Celia Durst, the novel's protagonist, is a successful 30-something professional living a peaceful existence in Chicago with her longtime boyfriend, Huck, and two dogs she treats like children. Her life is settled, even stagnant or so it seems.
Walking to work one day, she is caught off guard by the sight of a vintage Volkswagen bug. The car conjures memories of her dearest childhood friend, Djuna, who disappeared when the girls were only 12. And Celia thinks the disappearance was her fault.
Suddenly, she is plagued by guilt and haunted by memories of leaving Djuna behind after the young girl fell into a ditch in the woods. The two girls had a volatile relationship, we learn, often feuding violently. Celia remembers making up a story about Djuna getting into a car with a stranger, rather than telling everyone about her sudden fall. She becomes obsessed with this memory and embarks on a trip to her childhood home, where she plans to enlighten everyone her parents, her childhood friend and Djuna's aging mother about the events that transpired so long ago.

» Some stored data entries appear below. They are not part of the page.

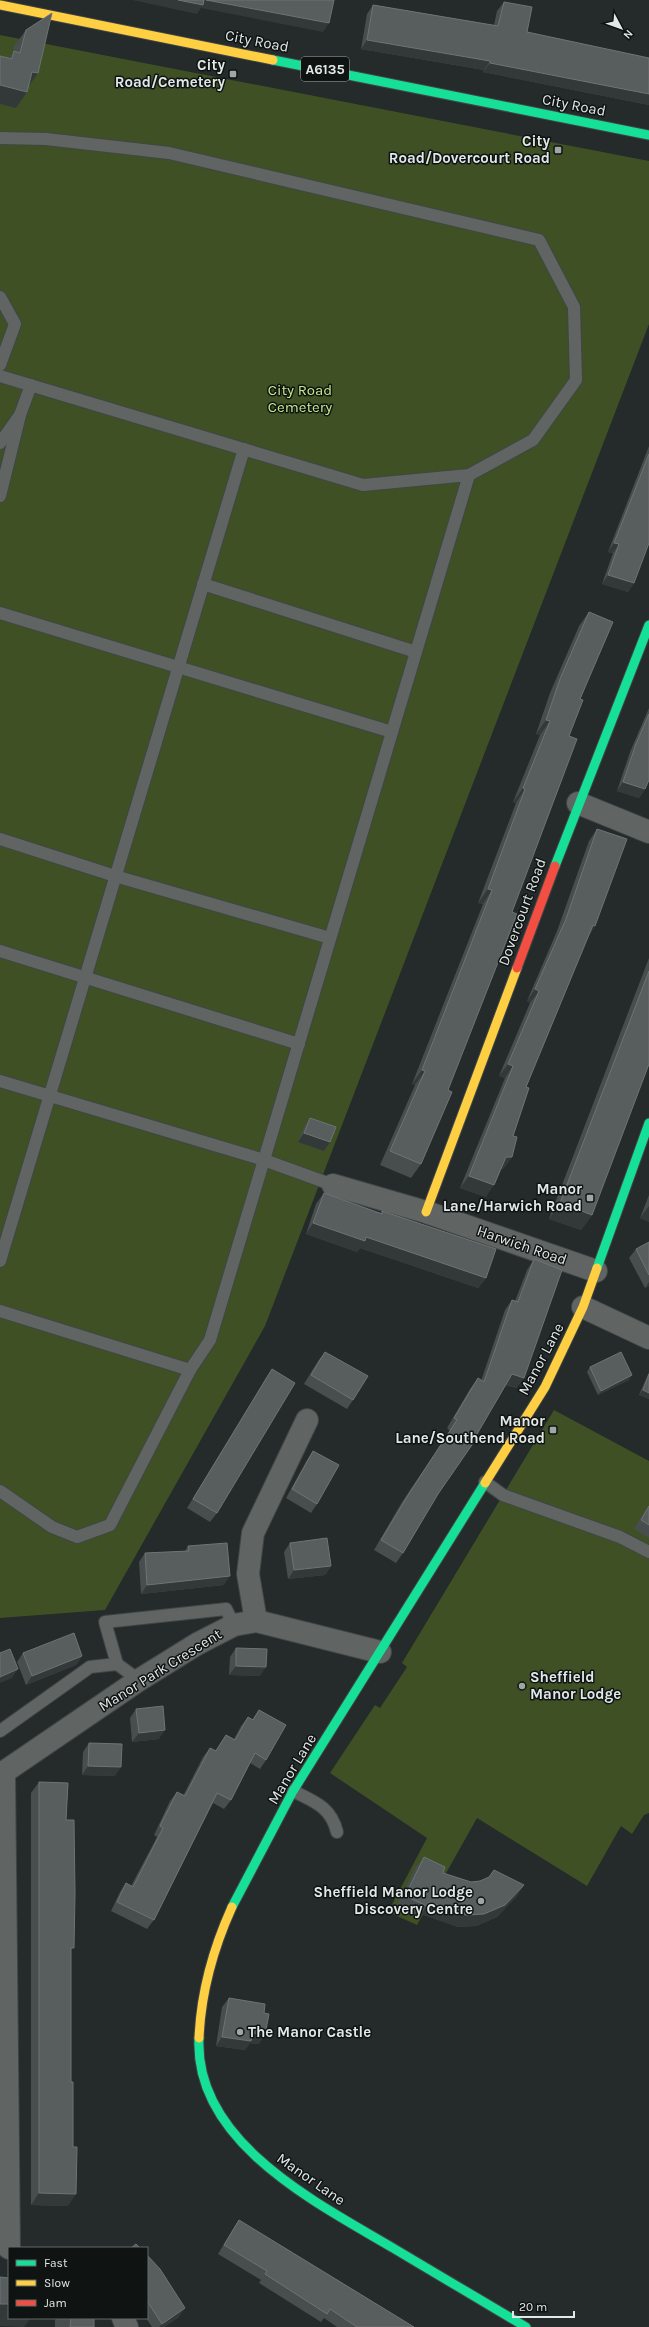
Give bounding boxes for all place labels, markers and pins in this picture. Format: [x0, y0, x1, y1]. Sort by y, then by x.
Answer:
place label: City Road/Cemetery [115, 56, 225, 91]
marker: City Road/Cemetery [228, 69, 238, 79]
place label: City Road/Dovercourt Road [389, 132, 550, 167]
marker: City Road/Dovercourt Road [553, 145, 563, 155]
place label: Manor Lane/Harwich Road [443, 1180, 582, 1215]
marker: Manor Lane/Harwich Road [585, 1193, 595, 1203]
place label: Manor Lane/Southend Road [395, 1412, 545, 1447]
marker: Manor Lane/Southend Road [548, 1425, 558, 1435]
place label: Sheffield Manor Lodge [530, 1668, 621, 1703]
marker: Sheffield Manor Lodge [517, 1681, 527, 1691]
place label: Sheffield Manor Lodge Discovery Centre [313, 1883, 473, 1918]
marker: Sheffield Manor Lodge Discovery Centre [476, 1896, 486, 1906]
place label: The Manor Castle [248, 2023, 371, 2041]
marker: The Manor Castle [235, 2027, 245, 2037]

But memories are often permeable, and Celia's quest for expiation is not as straightforward as she anticipated. In short, no one believes her. Her mother, so many years ago, looked on as Celia told the police about Djuna getting into the stranger's car, and she is certain Celia was telling the truth. Even more unsettling, two of Celia's childhood friends claim to have caught glimpses of the car themselves. Celia's memory, it seems, is somewhat suspect.
Although leaving Djuna for dead would, if true, be quite condemnable, other childhood actions Celia has blocked from her memory seem even more damning. Djuna, we learn, was not a good influence on Celia. Completely confident and eternally unkind, Djuna was an expert at making mischief often at others' expense, including Celia's. Together, the pair ruled with an iron fist over a small group of girls. In particular, they took great pleasure in torturing a poor, tomboyish girl named Leanne, admitting her to their "club," but forcing her to undergo graded "inspections" each day on qualities such as "appearance" and "presence."
The contrast between Celia's memories of her childhood group of friends, which gloss over the specifics of her relationship to Leanne and the other girls, and the adult Leanne's lasting bitterness is immense. Celia can hardly remember her cruelty, whereas Leanne who attempted suicide for the first time the summer after fifth grade remains haunted by it daily.
Rarely do we find out about Celia's unkindness from her own memories. Instead, a complete picture of her as a child popular, powerful and capable of great cruelty is revealed gradually, by the various childhood "friends" Celia tracks down. None of them believe Celia left Djuna to die, but this hardly seems to matter in light of what the stories actually do reveal about Celia.
Goldberg explores the disjuncture between the reckless, unkind child version of Celia and the compassionate adult she has become. As we learn more and more about the young Celia, she seems to take on a life of her own we almost can't believe that these two versions of Celia are the same person. We are trapped in a web of uncertainties where both memories and people seem to blur and fade.
This is Goldberg's point. The author told the Winnipeg Free Press that she was inspired to write the story when she unearthed a childhood memory of throwing scissors at another girl. Shocked and shamed by her actions, she contacted the childhood friend to apologize only to discover that the girl had no memory of the incident.
Goldberg makes this point about memory and identity as shifting constructs well but almost too well. The adult Celia is an interesting character in an interesting situation. But Goldberg, more concerned with capturing Celia's childhood self, doesn't imbue her with much personality. So far removed from her past, Celia can sometimes seem sterile and empty, leading the reader to wonder if she was lost along with Djuna so many years ago.